Comentó que ante la saturación del IMSS, no se les hace la prueba anticovid a los trabajadores y son los empresarios quienes absorben los gastos dándoles atención con médicos y clínicas privadas.
“Están saturadas las instituciones de salud pública, en los laboratorios particulares también es mucho problema conseguir una cita. Estamos en un dilema: por un lado necesitamos conocer que nuestro personal está debidamente vacunado, por otro, los que tengan un síntoma los mandamos y queremos la respuesta de manera inmediata y no podemos, pues estamos atrapados en esa problemática de salud”.

“Tenemos problema para comprobar si están infectados de Covid, no hay incapacidad, hay un esquema que se maneja a través de plataforma y no es ágil. El trabajador está en el dilema, no tiene forma de comprobar sentirse mal ni puede comprobar al patrón para descansar 7 días, entonces lo que estamos haciendo es darles facilidades”.

Señaló que son problemas que no están en manos de los trabajadores, y que en muchas de las ocasiones obtienen una respuesta médica del sector privado.
“Traen incapacidades de médicos particulares, pero deben de ser de instituciones de salud pública. Estamos pagando el Seguro Social que como patrones o empresarios nos está costando, y no tenemos una respuesta del gobierno ni en la atención, ni en la detección del contagio, y los médicos particulares son quienes dan por lo menos una receta”.
Asimismo, explicó que hasta un 30 por ciento de pérdidas podrían tener los restaurantes de León por el retroceso del semáforo epidemiológico en el estado, el cual podría anunciarse este viernes que pasaría de verde a amarillo, declaró.

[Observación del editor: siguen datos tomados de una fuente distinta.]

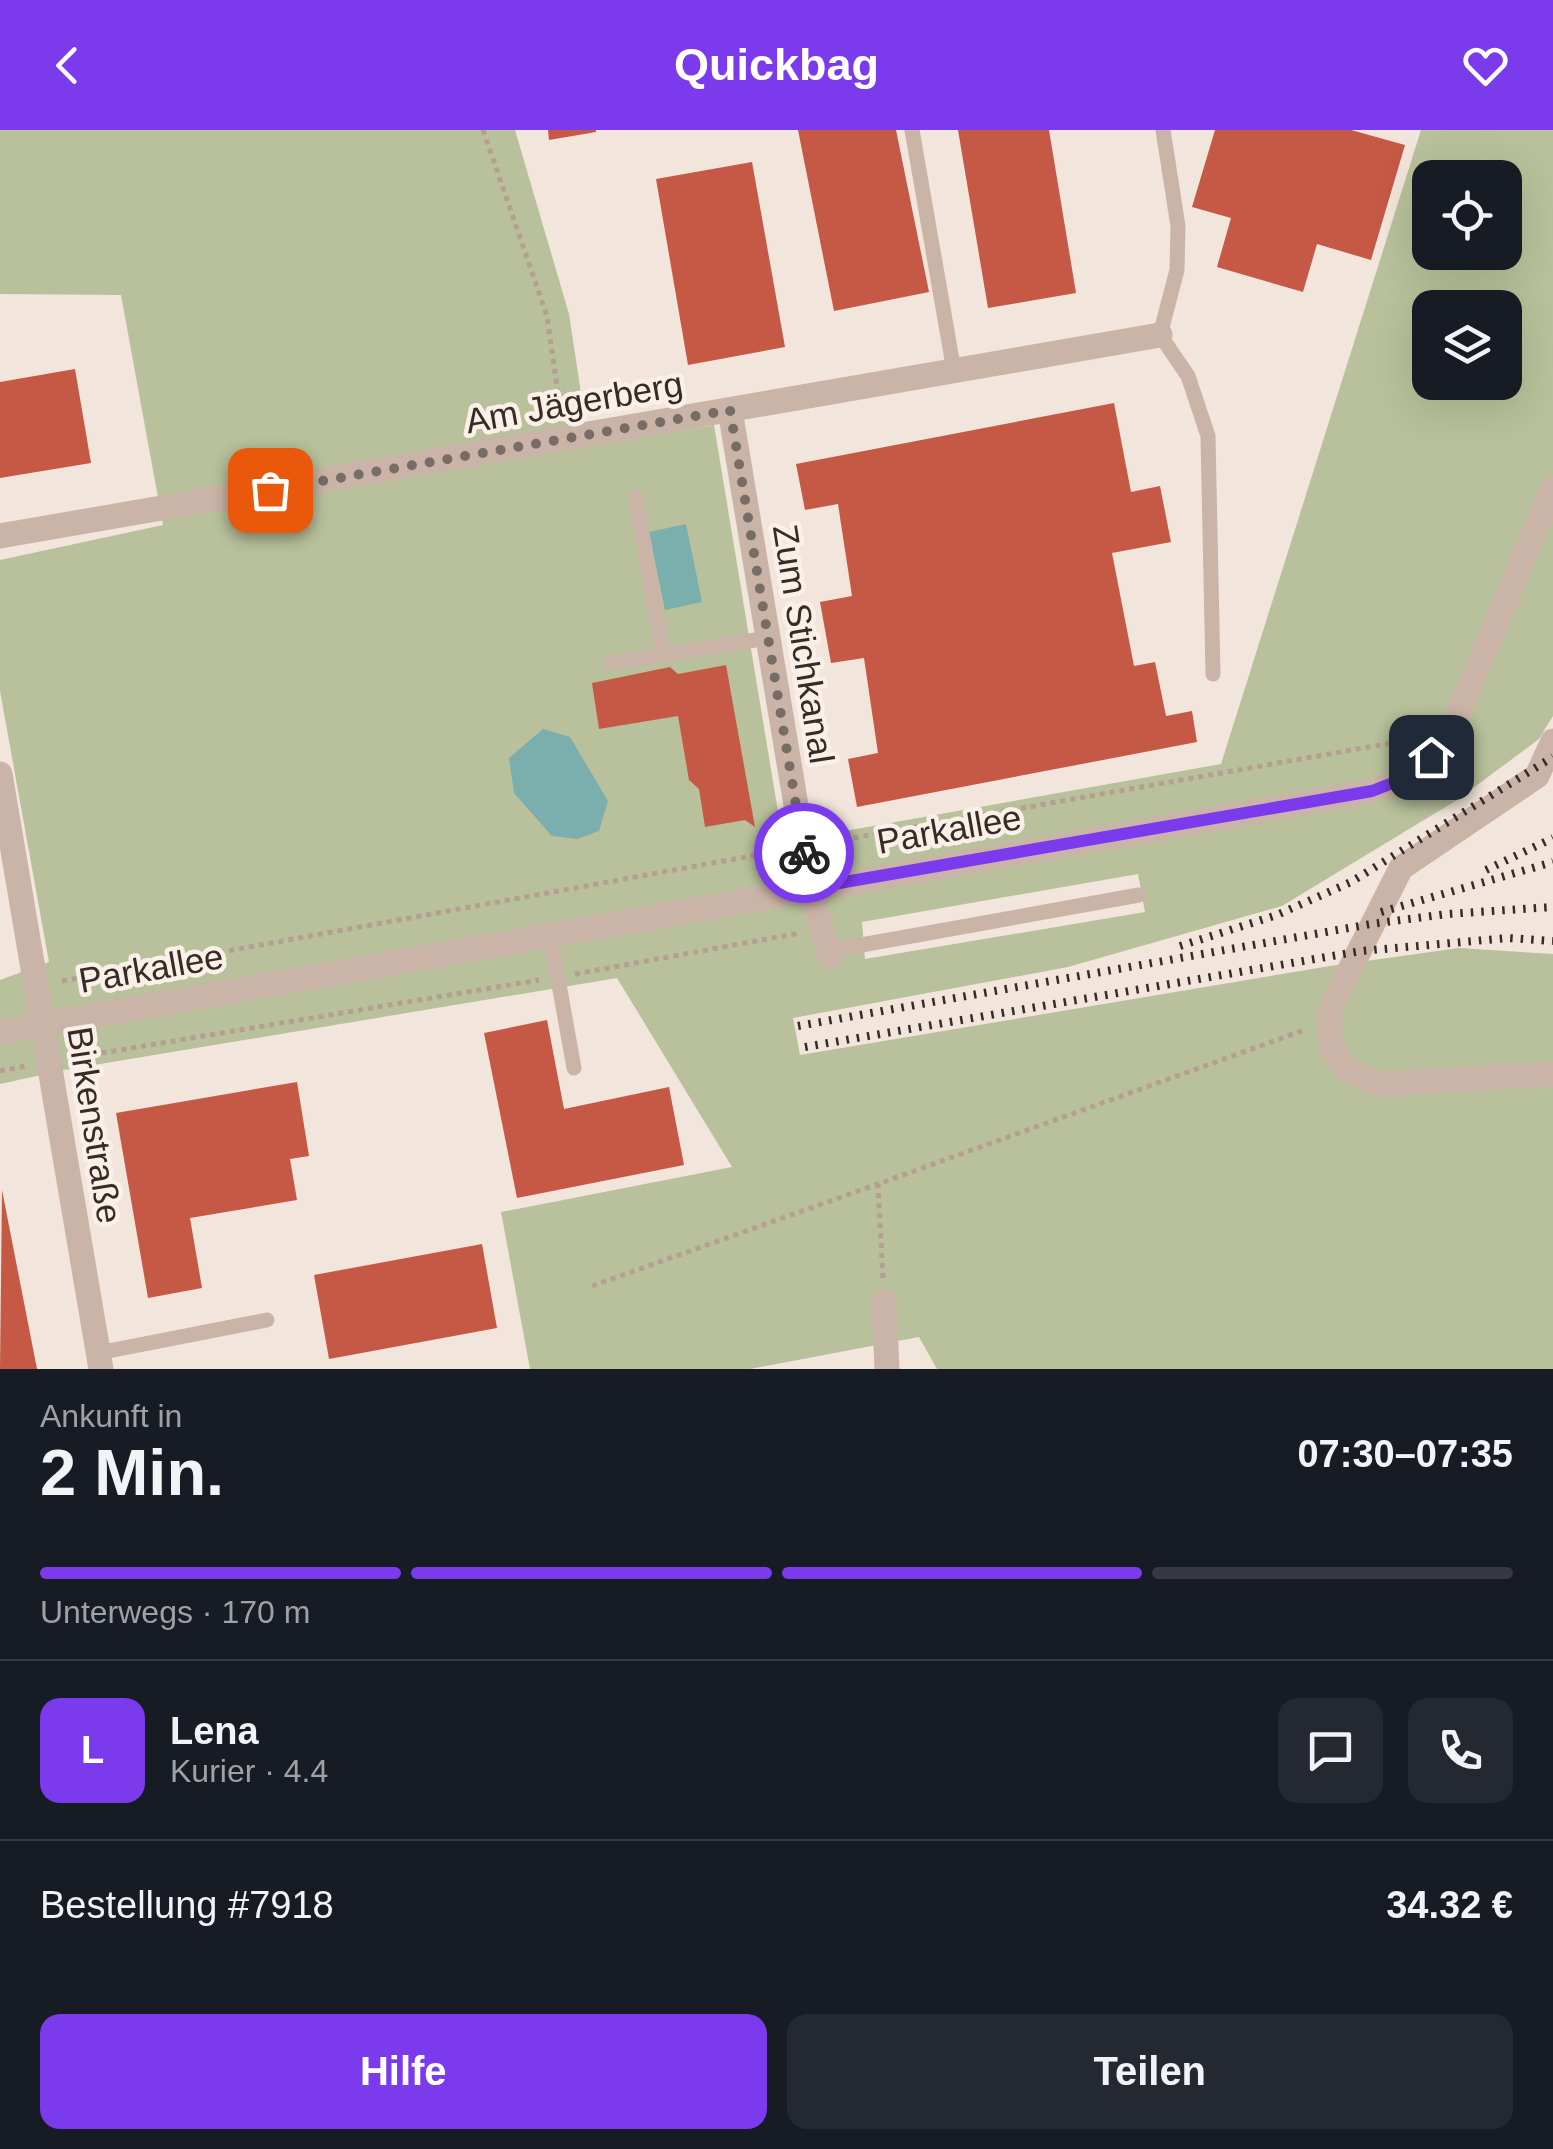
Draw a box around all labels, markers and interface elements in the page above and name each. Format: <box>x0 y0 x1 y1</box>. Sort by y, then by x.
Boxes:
icon: back <box>40 38 95 93</box>
icon: heart <box>1458 38 1513 93</box>
text: Quickbag <box>674 39 879 90</box>
map controls <box>1412 160 1522 400</box>
button: locate <box>1412 160 1522 270</box>
button: layers <box>1412 290 1522 400</box>
street label: Am Jägerberg <box>462 364 686 440</box>
pin <box>228 448 313 533</box>
icon: bag <box>243 463 298 518</box>
street label: Zum Stichkanal <box>766 522 842 766</box>
pin <box>1389 715 1474 800</box>
icon: home <box>1404 730 1459 785</box>
street label: Parkallee <box>874 797 1024 861</box>
courier <box>754 803 854 903</box>
icon: bike <box>777 826 832 881</box>
street label: Parkallee <box>76 936 226 1000</box>
street label: Birkenstraße <box>60 1024 130 1226</box>
text: Ankunft in <box>40 1398 182 1434</box>
text: 07:30–07:35 <box>1297 1433 1513 1475</box>
text: 2 Min. <box>40 1436 224 1509</box>
text: Unterwegs · 170 m <box>40 1594 310 1630</box>
button: chat <box>1278 1698 1383 1803</box>
button: phone <box>1408 1698 1513 1803</box>
text: Lena <box>170 1710 259 1752</box>
text: L <box>81 1729 104 1771</box>
text: Kurier · 4.4 <box>170 1753 328 1789</box>
text: Bestellung #7918 <box>40 1884 334 1926</box>
text: 34.32 € <box>1386 1884 1513 1926</box>
button: Hilfe <box>40 2014 767 2129</box>
button: Teilen <box>787 2014 1513 2129</box>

“También estamos visualizando que a partir del 23 de enero se pueden hacer reducciones en la plantilla o crear un sistema de contención por el aforo que nos van a marcar con el cambio del semáforo, los aforos los tenemos al 70%, y quiere decir que en un 30% podríamos reducir nuestra plantilla, podemos buscar horarios escalonados, esquemas que no perjudiquen la plantilla laboral para no afectar el empleo, podemos reducir jornadas, hacer otro esquema como descansos, pero esto afectará a los bolsillos, no habrá venta y para los empleados menos propinas”.

Concluyó que en el primer fin de semana de Feria se tuvieron ventas sobre un 60 por ciento al interior de la Feria, mismas que podrían verse más afectadas con el retroceso del semáforo estatal.